Steve went to college and dropped out in 6 months.
His parents had saved all of their money to allow him to go to any school he wanted.
After 6 months of attending Reed University, Steve felt that it wasn’t worth it. He didn’t want to spend all of his parents hard earned money going to classes he wasn’t interested in. So he dropped out, but continued to go to a few classes that DID interest him.
One of those classes was a calligraphy class. Calligraphy? Why would he mention that?
Because in 10 years, he was designing the Macintosh computer, and his knowledge and love of typefaces that he attained from that class inspired him to put that into the operating system of the first Macintosh (and, as he said, since Windows copied the Mac, it ended up on every personal computer in the world!)
He said that you must trust that everything you do will be connected in the future.
You can’t connect the dots looking forward, but you can looking back. If you do what you love, EVEN if it’s off the beaten path, it will positively affect you as you go through life.

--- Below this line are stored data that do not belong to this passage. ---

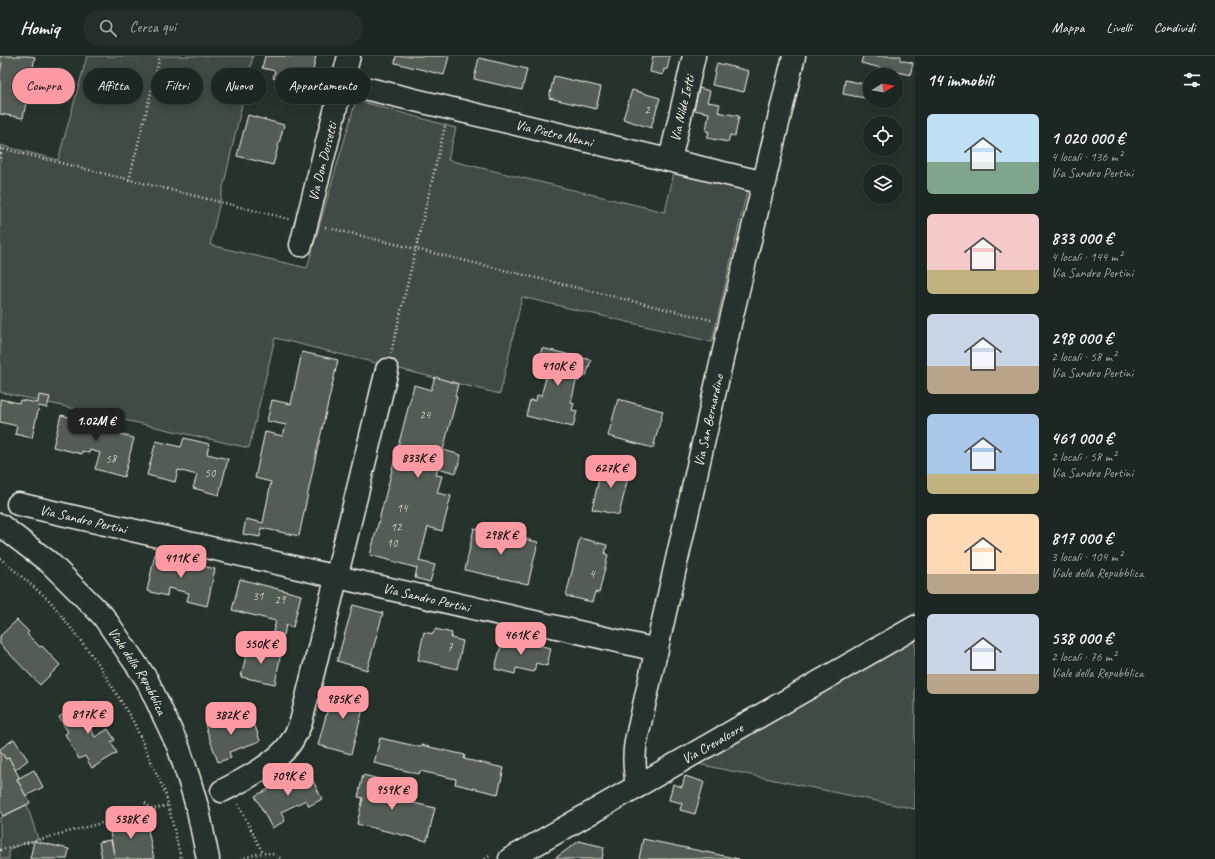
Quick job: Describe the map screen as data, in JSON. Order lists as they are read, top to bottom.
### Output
{
  "streets": {
    "street": [
      "Via Nilde Iotti",
      "Via Pietro Nenni",
      "Via Don Dossetti",
      "Via San Bernardino",
      "Via Sandro Pertini",
      "Viale della Repubblica",
      "Via Crevalcore"
    ]
  },
  "crossings": [
    ["Via Nilde Iotti", "Via Pietro Nenni"],
    ["Via Pietro Nenni", "Via San Bernardino"],
    ["Via San Bernardino", "Via Sandro Pertini"],
    ["Via San Bernardino", "Via Crevalcore"]
  ],
  "house_numbers": [
    "2",
    "24",
    "58",
    "50",
    "14",
    "12",
    "10",
    "4",
    "31",
    "29",
    "7"
  ],
  "north": "right",
  "page": {
    "header": "Homiq",
    "search": "Cerca qui",
    "nav": ["Mappa", "Livelli", "Condividi"],
    "heading": "14 immobili",
    "chip": [
      "Compra",
      "Affitta",
      "Filtri",
      "Nuovo",
      "Appartamento"
    ],
    "list": [
      {
        "name": "1 020 000 €",
        "note": "4 locali · 136 m² · Via Sandro Pertini"
      },
      {
        "name": "833 000 €",
        "note": "4 locali · 144 m² · Via Sandro Pertini"
      },
      {
        "name": "298 000 €",
        "note": "2 locali · 58 m² · Via Sandro Pertini"
      },
      {
        "name": "461 000 €",
        "note": "2 locali · 58 m² · Via Sandro Pertini"
      },
      {
        "name": "817 000 €",
        "note": "3 locali · 104 m² · Viale della Repubblica"
      },
      {
        "name": "538 000 €",
        "note": "2 locali · 76 m² · Viale della Repubblica"
      }
    ],
    "price": [
      "410K €",
      "1.02M €",
      "833K €",
      "627K €",
      "298K €",
      "411K €",
      "461K €",
      "550K €",
      "985K €",
      "817K €",
      "382K €",
      "709K €",
      "959K €",
      "538K €"
    ]
  }
}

Steve talked about love and loss.
He was lucky in that he loved what he did from a very early age. He and Woz started Apple in his parent’s garage.
Ten years later (at the ripe old age of 30), they had grown Apple to a 2 billion dollar company with over 4,000 employees.
Apple had just released the Macintosh computer a year earlier and he was fired.
Steve Jobs was fired from Apple, the company he started.
He thought he had failed. He thought he had let down all of the entrepreneurs he had inspired over the years.
But after a few months he realized that he still loved technology.
He also realized that the heaviness of success had left him, and he felt the lightness and newness of starting over.
In the next five years, he started NeXt Computer and Pixar.
NeXt was eventually bought from Apple and became the impetus for the current, wildly successful iMacs and the rest of the Macintosh computers.
Pixar’s first movie was Toy Story (heard of that one?) and is now the largest and most successful animation company in the world.
In that period, he also met and fell in love with the woman he married and had an incredible family.
Jobs said that being fired was the best thing that could have ever happened to him! It was the most creative time of his life.
Steve said he was successful because he stuck to what he loved.
He loved what he did and he found someone he loved.
He said that you will never be truly satisifed if you don’t do what you believe is great work.
And the only way to do great work is to love what you do.
He said, “Keep Looking, Don’t Settle.”
Steve talked about death.
When he was 17, he read the quote, “If you live each day as if it was your last, some day you most certainly will be right.”
Every morning from then on he asked himself, “If today was the last day of my life, would I want to be doing what I’m doing today?”
If the answer was “no” to many days in a row, he knew it was time to make a change.
He said, “All external expectations and all pride and fear of embarrassment or failure, fade away at the time of death, leaving only what’s truly important.”
“Remembering that you are going to die is the best way I know to avoid the trap of thinking you have something to lose. You are already naked, you have no reason not to follow your heart.”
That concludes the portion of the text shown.